« Stuff The Internet Says On Scalability For August 22nd, 2014 | Main | Sponsored Post: Apple, Tumblr, Gawker, FoundationDB, Monitis, BattleCry, Surge, Cloudant, CopperEgg, Logentries, Couchbase, MongoDB, BlueStripe, AiScaler, Aerospike, AppDynamics, ManageEngine, Site24x7 »
Wednesday
Aug202014

Part 2: The Cloud Does Equal High performance

This a guest post by Anshu Prateek, Tech Lead, DevOps at Aerospike and Rajkumar Iyer, Member of the Technical Staff at Aerospike.

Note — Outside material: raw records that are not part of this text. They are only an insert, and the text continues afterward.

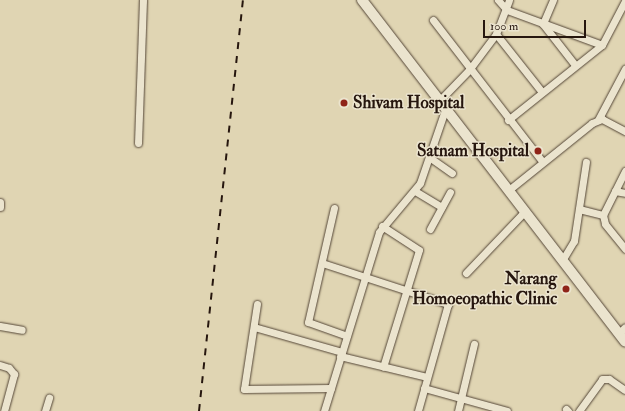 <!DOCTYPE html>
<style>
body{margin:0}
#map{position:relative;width:625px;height:411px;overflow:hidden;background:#e0d5b3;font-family:"IM FELL Double Pica",serif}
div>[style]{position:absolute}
.roads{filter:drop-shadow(0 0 1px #544637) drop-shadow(0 0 1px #544637)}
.minor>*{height:7px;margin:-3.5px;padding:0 3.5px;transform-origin:3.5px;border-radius:3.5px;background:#ebe4ce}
.secondary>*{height:10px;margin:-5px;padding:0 5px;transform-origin:5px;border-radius:5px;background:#ebe4ce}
.rail>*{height:2px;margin-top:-1px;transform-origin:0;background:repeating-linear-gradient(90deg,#26160e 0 7px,transparent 0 14px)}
.dots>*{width:11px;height:11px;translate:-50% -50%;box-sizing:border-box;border:2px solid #ebe4ce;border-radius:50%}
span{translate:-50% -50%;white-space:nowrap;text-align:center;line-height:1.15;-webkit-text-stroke:3px #ebe4ce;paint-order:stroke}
.poi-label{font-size:17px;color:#26160e;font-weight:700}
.left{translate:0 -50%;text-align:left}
.right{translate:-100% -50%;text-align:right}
.scale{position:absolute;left:483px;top:20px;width:103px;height:18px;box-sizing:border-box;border:2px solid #26160e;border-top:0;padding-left:5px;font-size:12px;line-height:14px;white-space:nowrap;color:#26160e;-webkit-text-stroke:3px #ebe4ce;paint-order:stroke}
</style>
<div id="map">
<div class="roads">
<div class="minor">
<i style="left:498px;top:0;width:13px;rotate:48deg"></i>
<i style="left:507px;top:10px;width:101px;rotate:20.2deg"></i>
<i style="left:602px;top:45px;width:50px;rotate:-62.4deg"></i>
<i style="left:553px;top:0;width:26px;rotate:113deg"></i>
<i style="left:543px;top:24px;width:52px;rotate:52deg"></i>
<i style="left:433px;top:20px;width:178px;rotate:52.3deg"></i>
<i style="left:496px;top:34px;width:74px;rotate:51.6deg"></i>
<i style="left:440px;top:100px;width:42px;rotate:-46deg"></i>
<i style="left:469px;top:70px;width:45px;rotate:-53.1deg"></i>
<i style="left:496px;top:34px;width:36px;rotate:-69deg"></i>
<i style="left:508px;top:120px;width:120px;rotate:-38.6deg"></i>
<i style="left:598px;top:120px;width:58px;rotate:-62.1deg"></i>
<i style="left:138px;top:143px;width:143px;rotate:-88deg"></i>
<i style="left:429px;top:157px;width:28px;rotate:35deg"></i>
<i style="left:625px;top:171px;width:49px;rotate:116.6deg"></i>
<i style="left:603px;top:215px;width:9px;rotate:77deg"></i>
<i style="left:605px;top:224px;width:32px;rotate:51deg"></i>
<i style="left:510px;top:189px;width:105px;rotate:-38.8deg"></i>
<i style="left:592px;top:123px;width:11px;rotate:-22deg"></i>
<i style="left:602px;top:119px;width:26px;rotate:28deg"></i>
<i style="left:415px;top:191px;width:31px;rotate:31deg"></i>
<i style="left:615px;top:191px;width:10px;rotate:11deg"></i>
<i style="left:0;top:202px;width:5px;rotate:90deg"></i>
<i style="left:334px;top:208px;width:117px;rotate:102.8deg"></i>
<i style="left:308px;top:322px;width:41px;rotate:19.7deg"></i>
<i style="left:579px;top:209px;width:25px;rotate:14deg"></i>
<i style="left:382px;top:226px;width:44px;rotate:33deg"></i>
<i style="left:419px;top:250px;width:122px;rotate:107.1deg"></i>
<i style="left:430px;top:229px;width:42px;rotate:-61.6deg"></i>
<i style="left:563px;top:259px;width:21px;rotate:-59deg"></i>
<i style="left:574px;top:241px;width:80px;rotate:-81.4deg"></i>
<i style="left:322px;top:263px;width:133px;rotate:18deg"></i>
<i style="left:448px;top:304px;width:111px;rotate:105.7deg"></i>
<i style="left:466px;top:273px;width:86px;rotate:-46.4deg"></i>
<i style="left:257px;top:304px;width:86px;rotate:98.7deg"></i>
<i style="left:244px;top:389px;width:87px;rotate:-0.7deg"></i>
<i style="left:0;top:326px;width:22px;rotate:10deg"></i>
<i style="left:254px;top:327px;width:91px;rotate:15.9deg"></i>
<i style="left:619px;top:333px;width:8px;rotate:-45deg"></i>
<i style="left:340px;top:356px;width:89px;rotate:13.6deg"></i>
<i style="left:0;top:365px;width:9px;rotate:18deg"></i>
<i style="left:9px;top:368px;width:8px;rotate:50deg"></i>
<i style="left:14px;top:374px;width:38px;rotate:105deg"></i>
<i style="left:424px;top:388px;width:86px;rotate:15.5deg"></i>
<i style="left:566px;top:409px;width:3px;rotate:45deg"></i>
<i style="left:45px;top:411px;width:14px;rotate:-73deg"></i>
<i style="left:324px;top:411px;width:187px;rotate:-72.9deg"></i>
<i style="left:379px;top:232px;width:64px;rotate:-50.1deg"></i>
<i style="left:420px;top:183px;width:80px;rotate:-71.1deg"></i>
<i style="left:458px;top:411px;width:69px;rotate:-76.6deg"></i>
<i style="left:579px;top:411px;width:39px;rotate:-54deg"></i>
<i style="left:602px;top:379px;width:7px"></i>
<i style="left:609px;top:379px;width:19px;rotate:35deg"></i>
</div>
<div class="secondary">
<i style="left:362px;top:0;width:431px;rotate:52.4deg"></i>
</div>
</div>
<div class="rail">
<i style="left:199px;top:411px;width:413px;rotate:-83.9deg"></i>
</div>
<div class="dots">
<i style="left:344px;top:103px;background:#8f2418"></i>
<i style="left:538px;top:151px;background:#8f2418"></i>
<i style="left:566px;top:289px;background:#8f2418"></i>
</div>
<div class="poi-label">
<span class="left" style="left:353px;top:103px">Shivam Hospital</span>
<span class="right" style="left:529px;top:151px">Satnam Hospital</span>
<span class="right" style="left:557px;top:289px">Narang<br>Homoeopathic Clinic</span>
</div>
<div class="scale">100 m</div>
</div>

In our first post we busted the myth that cloud != high performance and outlined the steps to 1 Million TPS (100% reads in RAM) on 1 Amazon EC2 instance for just $1.68/hr. In this post we evaluate the performance of 4 Amazon instances when running a 4 node Aerospike cluster in RAM with 5 different read/write workloads and show that the r3.2xlarge instance delivers the best price/performance.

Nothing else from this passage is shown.